As we continue our journey through public art across the state with our digital documentary series "Painting Community," we take a look at Jersey City, where the artist El Secas has put his talents on full display.
Now Secas grew up in Santiago, Chile, where he was drawn to murals that were created during the political unrest of the 1980s under the authoritarian rule of General Pinochet.
While Secas taught himself to paint and discovered his own self-expression, which later led him to connect with the Jersey City art scene after moving to the U.S.
He's now painting murals on two schools in the city, the Julia A. Barnes Elementary School and President Barack Obama Community Middle School, where he's helping other young students find their voice.
Let's take a look.
[ Music ] -Images, they're very powerful, because sometimes for a kid, you don't know how to read, but you can see an image and read it in a way.

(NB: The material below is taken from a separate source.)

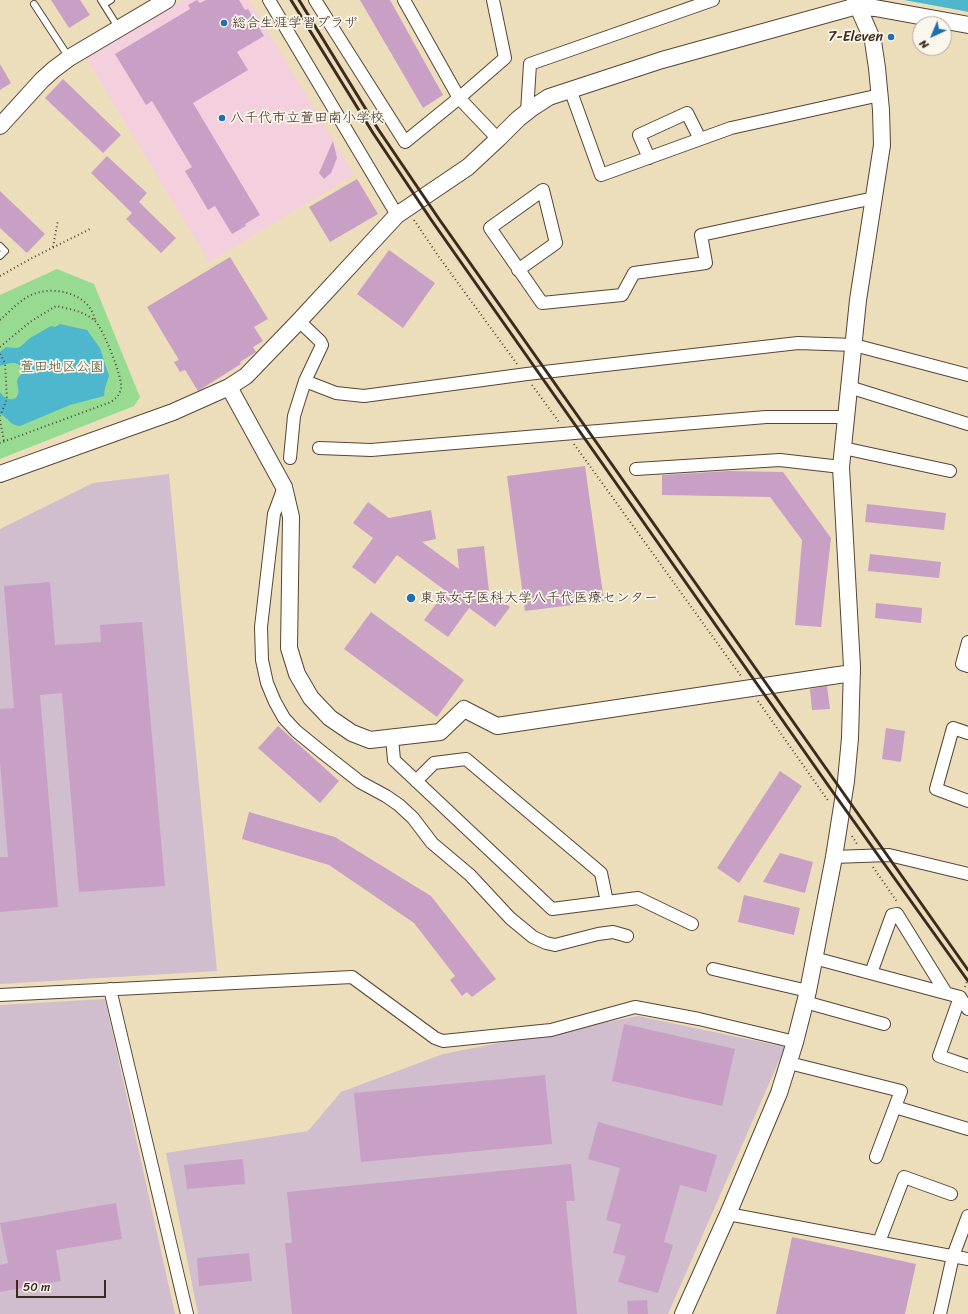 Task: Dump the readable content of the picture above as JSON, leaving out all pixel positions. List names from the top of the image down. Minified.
{"parks":["萱田地区公園"],"places":["総合生涯学習プラザ","7-Eleven","八千代市立萱田南小学校","東京女子医科大学八千代医療センター"],"scale_bar":"50 m","north":"bottom left"} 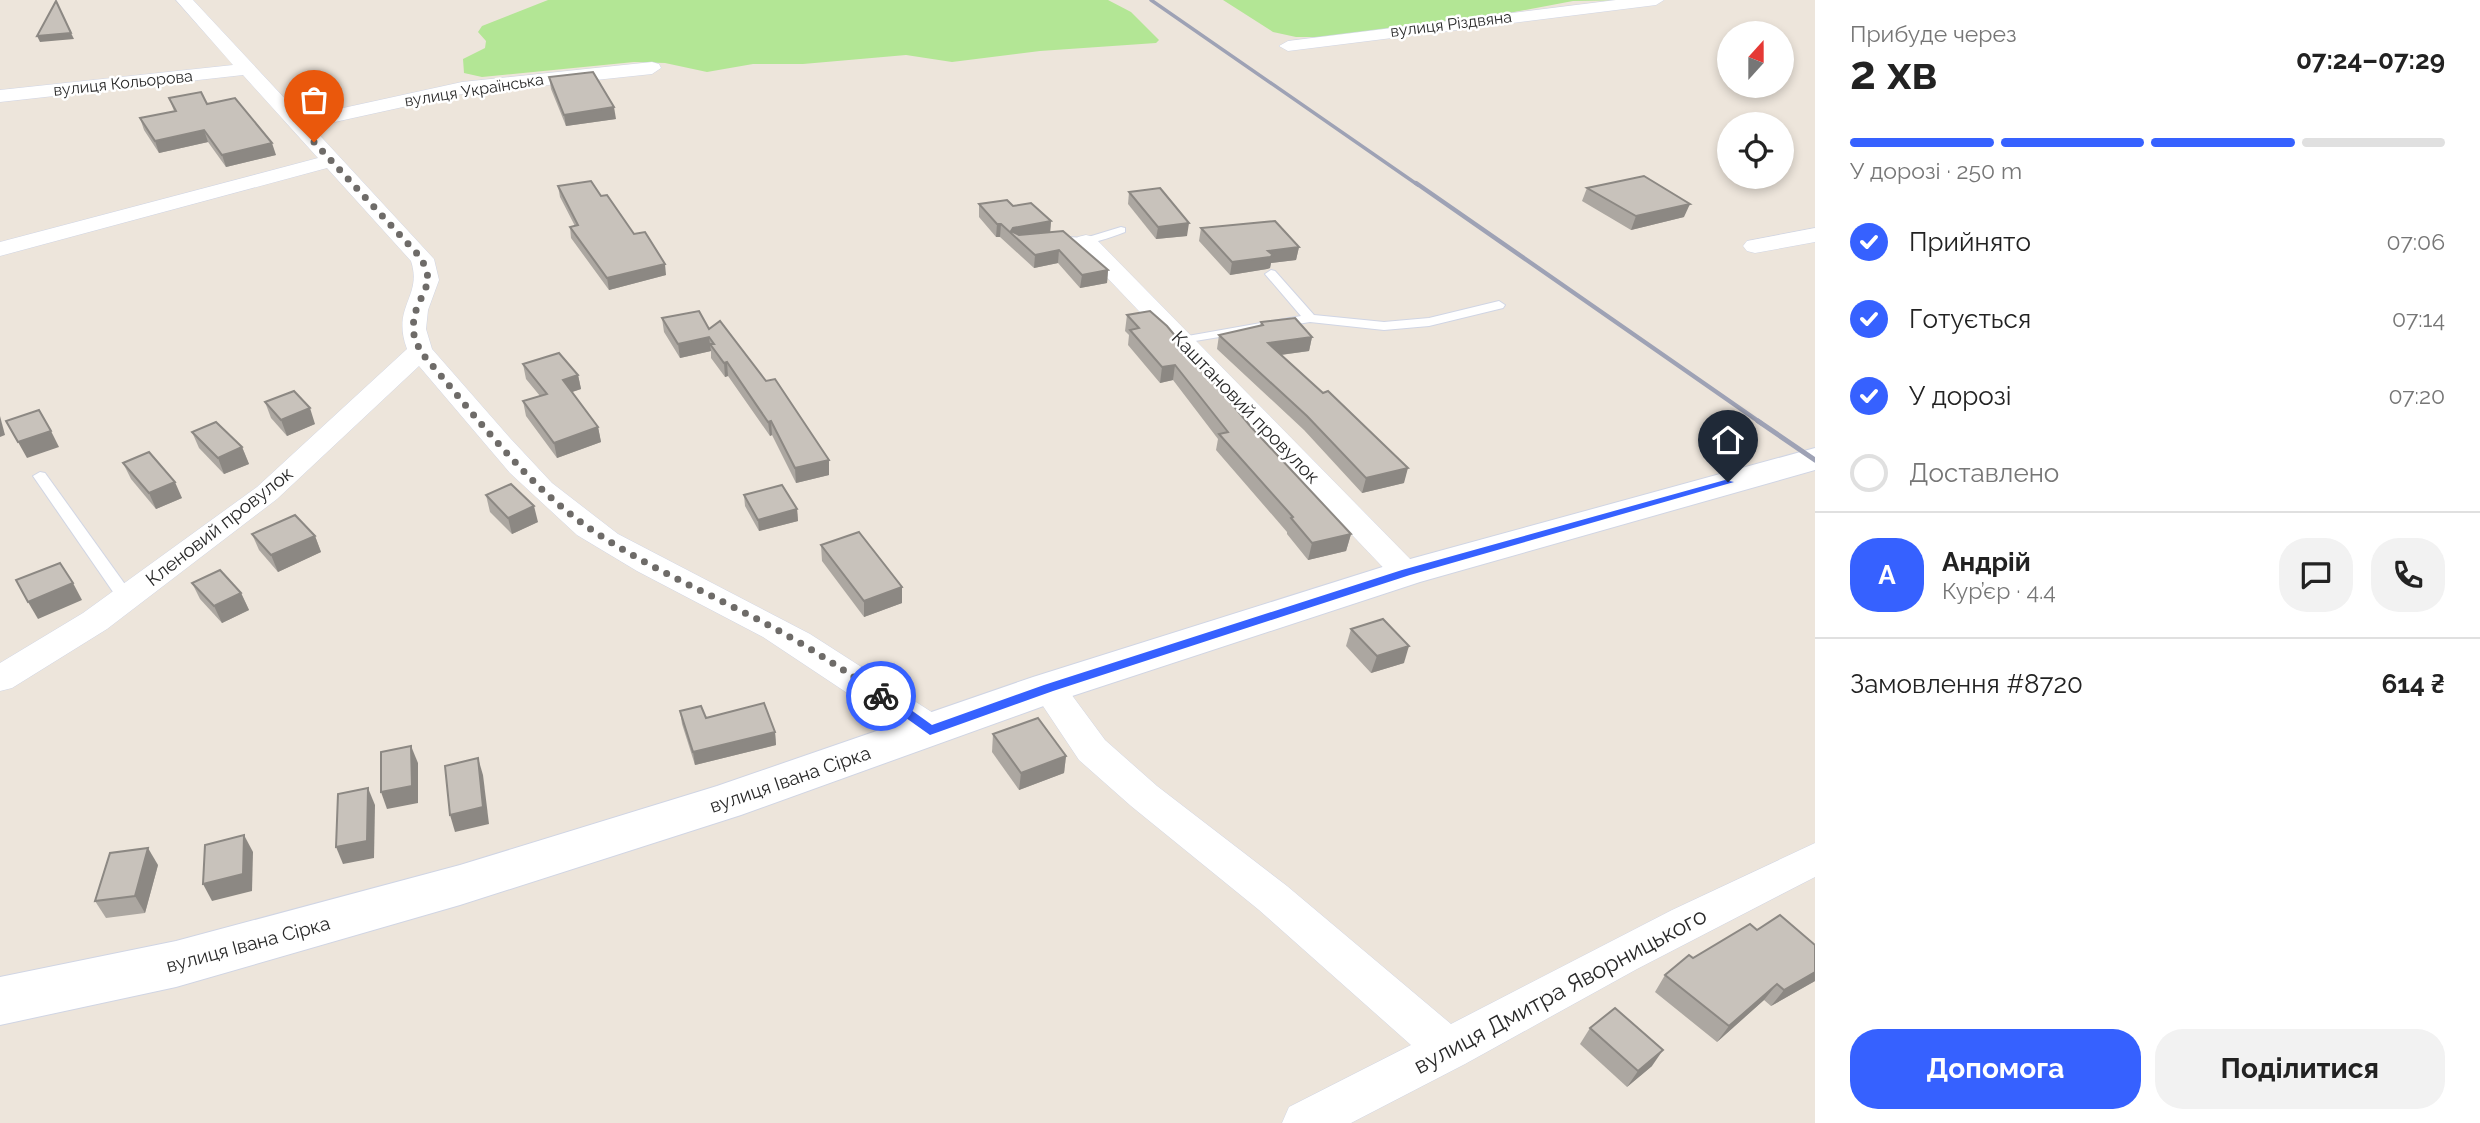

[ Music ] Art comes before that knowledge of reading or understanding something.
It's about how color makes you feel.
You're more like feeling it.
I'm a city kid from downtown Santiago and I was raised there during the 80s.
We were under a So there was a lot of protests and people that were going to the protests at the same time they were painting murals.
So that was my first impression of what art could be.
Junior high school, they started drawing more graffiti style images.
That was my school in a way.
I never had like a dream of becoming like an artist or become like a great whatever.
I just was painting and I knew I was going to lead me to another opportunity.
I'm an immigrant.
I came by myself and I went through being somebody from another place to become somebody new.
Coming to New York was a big shock, you know, a big change.
I was reborn in a way.
Meeting new people, working with other artists, I started expanding my view on art and what I wanted to become.
Because I had to rediscover what I was and what I wanted to be.
The mural program here in Jersey City, we started it in 2013.
We have been able to put up over 200 murals.
The way this program has redefined the street experience has been astounding.
Jersey City has been very good for me.
They believe in my visions.
When I started working with them in 2016, not too many places see the importance of public art.
We have traditionally been a city that hasn't had any permanent arts institutions, and in the last 12 years we've seen that change quite a bit.
Before we had this stigma that we were like criminals because we were coming from graffiti and graffiti was illegal so it was super hard to get permission to do a mural.
I think now it's changing.
I hope the city recognizes it more because the people already are doing it.
People here grew up with graffiti or grew up with art.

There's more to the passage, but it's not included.